Western blot analysis.
M. maripaludis whole-cell lysates were subjected to SDS–15% PAGE (39) and then transferred to an Immobilon-P membrane (Millipore, Bedford, MA) (40). Major archaellin FlaB2 was detected with chicken anti-FlaB2 specific antibodies (34). Horseradish peroxidase-conjugated rabbit anti-chicken immunoglobulin Y (Jackson ImmunoResearch Laboratories, West Grove, PA) was used as secondary antibody. Blots were developed with an enhanced chemiluminescence kit (Millipore) according to the manufacturer's instructions.
Archaella isolation.
Archaella from the various single gene deletion strains, as well as the Δmmp1086 Δmmp1087 double mutant, were isolated as previously described (41).
Semisolid swarm motility plate assay.
Overnight wild-type cells and various mutants were pelleted anaerobically and resuspended in Balch III medium to a final optical density at 600 nm of 3.0. Then, 5 μl of each resuspension was inoculated into semisolid swarm plates (Balch III medium containing 0.25% agar), followed by incubation at 37°C for 5 days (17).
Mass spectrometry analysis.
Purified archaella (50 μg) from the single mutants were digested overnight with trypsin (Promega, Madison, WI) at a ratio of 30:1 (protein-enzyme [vol/vol]) in 50 mM ammonium bicarbonate at 37°C. The archaella isolated from the Δmmp1086 Δmmp1087 double mutant was first resolved by SDS–15% PAGE and then stained with collioidal Coomassie blue. The archaellin band was excised and subjected to an overnight in-gel tryptic digestion. All of the archaellin digests were analyzed by nano-liquid chromatography-tandem mass spectrometry (Nano-LC-MS/MS) using a NanoAquity UPLC system (Waters, Milford, MA) coupled to a QTOF Ultima hybrid quadrupole time-of-flight mass spectrometer (Waters). The digests were injected onto an Acclaim PepMap100 C18 μ-precolumn (5 mm by 300 μm [inner diameter]; Dionex/Thermo Scientific, Sunnyvale, CA) and resolved on a 1.7-μm BEH130 C18 column (100 μm by 100 mm [inner diameter]; Waters) using the following gradient conditions: 5 to 45% acetonitrile (ACN) in 0.1% formic acid for 35 min and 45 to 95% ACN for 5 min. The flow rate was 450 nl/min. MS/MS spectra were acquired on doubly, triply, and quadruply charged ions and searched against the NCBInr database using the Mascot search engine (Matrix Science, Ltd., London, United Kingdom). The spectral data sets were searched for glycopeptide MS/MS spectra, which were then interpreted by hand.
Electron microscopy.
M. maripaludis S2 wild-type and deletion mutants were grown overnight. A 1-ml portion of the cells was briefly washed and resuspended in phosphate-buffered saline. Samples were negatively stained with 2% phosphotungstic acid and supported on carbon-Formvar-coated copper grids. The samples were then examined in a Hitachi 7000 electron microscope operating at an accelerating voltage of 75 kV.
RESULTS
The genomic location of mmp1084 to mmp1087 between genes already shown to be involved in the assembly or biosynthesis of the archaellin N-linked glycan (Fig. 1) led us to examine these genes for a possible role in the N-linked glycosylation pathway.

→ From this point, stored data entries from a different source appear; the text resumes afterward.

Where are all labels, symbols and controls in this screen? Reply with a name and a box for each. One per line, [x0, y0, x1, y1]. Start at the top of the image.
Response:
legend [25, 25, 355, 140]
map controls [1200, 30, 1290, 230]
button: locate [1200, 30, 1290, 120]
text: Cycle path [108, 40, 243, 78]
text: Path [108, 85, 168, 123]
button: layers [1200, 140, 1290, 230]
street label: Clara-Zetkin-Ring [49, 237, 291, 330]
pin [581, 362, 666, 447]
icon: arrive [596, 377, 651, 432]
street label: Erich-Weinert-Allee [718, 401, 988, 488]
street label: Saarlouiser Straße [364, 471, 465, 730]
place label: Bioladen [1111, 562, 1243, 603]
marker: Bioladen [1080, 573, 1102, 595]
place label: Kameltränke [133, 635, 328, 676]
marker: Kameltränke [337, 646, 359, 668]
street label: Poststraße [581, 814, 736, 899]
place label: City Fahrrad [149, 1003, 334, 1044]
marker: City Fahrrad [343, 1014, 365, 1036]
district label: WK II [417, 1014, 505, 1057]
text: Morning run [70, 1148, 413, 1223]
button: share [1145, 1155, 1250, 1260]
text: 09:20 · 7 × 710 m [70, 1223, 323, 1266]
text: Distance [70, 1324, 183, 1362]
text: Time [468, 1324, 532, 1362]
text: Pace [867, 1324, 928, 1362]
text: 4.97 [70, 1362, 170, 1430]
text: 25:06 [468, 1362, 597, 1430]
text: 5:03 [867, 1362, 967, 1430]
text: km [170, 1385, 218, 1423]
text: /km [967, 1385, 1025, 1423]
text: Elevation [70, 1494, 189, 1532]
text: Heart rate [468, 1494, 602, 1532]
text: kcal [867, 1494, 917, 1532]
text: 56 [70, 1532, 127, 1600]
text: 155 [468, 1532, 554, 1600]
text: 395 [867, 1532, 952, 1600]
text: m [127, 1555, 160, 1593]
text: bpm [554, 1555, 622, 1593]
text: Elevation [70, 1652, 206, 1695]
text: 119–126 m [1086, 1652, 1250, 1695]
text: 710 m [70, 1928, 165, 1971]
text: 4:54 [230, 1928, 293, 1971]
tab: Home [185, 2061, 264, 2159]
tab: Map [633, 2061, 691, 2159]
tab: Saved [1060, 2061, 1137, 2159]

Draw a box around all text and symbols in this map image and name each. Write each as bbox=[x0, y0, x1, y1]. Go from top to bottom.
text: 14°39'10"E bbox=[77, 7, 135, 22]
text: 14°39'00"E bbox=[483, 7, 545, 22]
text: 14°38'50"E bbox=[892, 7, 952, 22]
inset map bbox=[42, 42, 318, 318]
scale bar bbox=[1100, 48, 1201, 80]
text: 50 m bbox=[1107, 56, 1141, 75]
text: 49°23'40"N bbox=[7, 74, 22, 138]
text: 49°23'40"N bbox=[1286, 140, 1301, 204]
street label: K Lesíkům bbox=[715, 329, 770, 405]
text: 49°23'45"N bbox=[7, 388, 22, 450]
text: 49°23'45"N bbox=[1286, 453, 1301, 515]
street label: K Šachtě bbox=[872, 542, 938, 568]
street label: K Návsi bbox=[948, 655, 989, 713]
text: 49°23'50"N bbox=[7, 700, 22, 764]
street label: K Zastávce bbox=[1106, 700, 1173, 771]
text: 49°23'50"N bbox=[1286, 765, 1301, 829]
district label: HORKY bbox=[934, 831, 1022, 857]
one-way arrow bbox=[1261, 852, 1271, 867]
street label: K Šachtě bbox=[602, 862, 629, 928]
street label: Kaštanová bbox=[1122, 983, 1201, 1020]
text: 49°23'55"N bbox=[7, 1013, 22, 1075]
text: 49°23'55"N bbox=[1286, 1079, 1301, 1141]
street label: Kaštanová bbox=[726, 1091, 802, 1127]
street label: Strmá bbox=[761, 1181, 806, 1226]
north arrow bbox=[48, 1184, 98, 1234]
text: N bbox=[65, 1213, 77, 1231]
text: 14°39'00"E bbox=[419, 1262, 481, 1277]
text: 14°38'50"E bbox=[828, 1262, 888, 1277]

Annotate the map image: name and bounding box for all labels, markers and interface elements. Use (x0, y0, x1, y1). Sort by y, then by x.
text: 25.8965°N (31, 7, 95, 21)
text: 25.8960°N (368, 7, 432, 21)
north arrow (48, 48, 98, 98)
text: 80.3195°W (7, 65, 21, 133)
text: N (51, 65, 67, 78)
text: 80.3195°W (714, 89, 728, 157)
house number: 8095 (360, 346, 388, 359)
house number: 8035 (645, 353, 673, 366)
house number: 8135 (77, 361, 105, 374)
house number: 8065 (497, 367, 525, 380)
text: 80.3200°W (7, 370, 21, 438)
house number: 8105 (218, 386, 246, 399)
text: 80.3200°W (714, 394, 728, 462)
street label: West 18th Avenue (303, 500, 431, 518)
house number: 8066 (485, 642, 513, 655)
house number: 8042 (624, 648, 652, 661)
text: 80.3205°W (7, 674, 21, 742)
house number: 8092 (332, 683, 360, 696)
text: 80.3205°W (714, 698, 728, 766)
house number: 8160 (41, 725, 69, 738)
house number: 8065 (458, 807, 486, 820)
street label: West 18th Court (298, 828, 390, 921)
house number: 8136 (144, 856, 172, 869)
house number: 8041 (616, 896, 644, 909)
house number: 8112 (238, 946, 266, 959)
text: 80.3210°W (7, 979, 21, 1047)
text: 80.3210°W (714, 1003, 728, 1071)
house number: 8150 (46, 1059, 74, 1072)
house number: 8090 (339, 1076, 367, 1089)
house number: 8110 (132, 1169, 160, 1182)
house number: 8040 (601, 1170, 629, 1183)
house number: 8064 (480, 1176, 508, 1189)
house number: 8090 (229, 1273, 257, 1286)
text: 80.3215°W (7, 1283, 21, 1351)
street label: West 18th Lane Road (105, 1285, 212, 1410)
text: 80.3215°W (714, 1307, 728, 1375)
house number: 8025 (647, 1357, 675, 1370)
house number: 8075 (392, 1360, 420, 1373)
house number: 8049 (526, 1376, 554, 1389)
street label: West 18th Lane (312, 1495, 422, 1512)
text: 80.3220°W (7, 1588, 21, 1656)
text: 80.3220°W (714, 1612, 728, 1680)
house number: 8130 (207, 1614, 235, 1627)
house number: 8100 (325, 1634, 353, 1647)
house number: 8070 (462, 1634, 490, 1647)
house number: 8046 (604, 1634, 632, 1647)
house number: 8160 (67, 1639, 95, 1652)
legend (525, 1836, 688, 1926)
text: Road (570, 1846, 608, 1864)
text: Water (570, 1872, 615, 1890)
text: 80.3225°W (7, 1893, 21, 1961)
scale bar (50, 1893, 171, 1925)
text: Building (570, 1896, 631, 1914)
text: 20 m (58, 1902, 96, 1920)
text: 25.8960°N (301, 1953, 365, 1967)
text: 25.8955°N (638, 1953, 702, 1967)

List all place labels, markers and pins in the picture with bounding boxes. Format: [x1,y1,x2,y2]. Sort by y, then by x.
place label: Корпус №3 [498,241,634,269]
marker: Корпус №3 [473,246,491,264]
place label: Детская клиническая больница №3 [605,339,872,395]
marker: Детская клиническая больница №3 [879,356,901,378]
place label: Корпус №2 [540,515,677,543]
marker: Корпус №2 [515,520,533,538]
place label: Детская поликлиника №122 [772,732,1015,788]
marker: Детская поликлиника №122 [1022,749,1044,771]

Bioinformatic analysis of mmp1084 to mmp1087.
As a first step in obtaining information about the putative functions of MMP1084 to MMP1087, bioinformatics-based analyses were performed with these protein sequences. When MMP1084 was used as a query in a BLAST search (i.e., the Basic Local Alignment Search Tool [http://blast.ncbi.nlm.nih.gov/]) (42), the results showed significant similarities to numerous sequences, most of which are asparagine synthases from a variety of different species. BLAST analysis also indicated that MMP1084 possessed a Gn_AT_II superfamily domain that is found at the N terminus of various enzymes, including asparagine synthase. MMP1085 analysis revealed a conserved domain with specific hits to SAM-dependent methyltransferases. MMP1086 and MMP1087 share 56% identity, and both have an N-terminal radical-SAM domain with a FeS/SAM binding site, including the conserved CxxxCxxC motif, which coordinates the iron-sulfur cluster. Radical SAM enzymes are widespread and are known to be involved in such diverse processes as metabolism, DNA repair, and the biosynthesis of vitamins, coenzymes, and antibiotics. The two proteins also contain a C-terminal DUF4008 domain. DUF4008, domain of unknown function 4008, is a functionally uncharacterized domain found in bacteria and archaea. Similar conserved domains were found using another protein functional analysis server, InterProScan (http://www.ebi.ac.uk/Tools/pfa/iprscan/ [43]). The potential cellular location of the four proteins was examined using PRED-SIGNAL (http://bioinformatics.biol.uoa.gr/PRED-SIGNAL/) (44), TMHMM (http://www.cbs.dtu.dk/services/TMHMM/), and PSortb (http://www.psort.org/) (45). No signal peptides or transmembrane domains were found, and the location of the proteins was predicted by PSortb (set to archaeal proteins) to be cytoplasmic, except for MMP1086 for which a location could not be predicted. Interestingly, homologues of mmp1084 to mmp1087 are not found in the four other sequenced M. maripaludis strains (C5, C6, C7, and X1).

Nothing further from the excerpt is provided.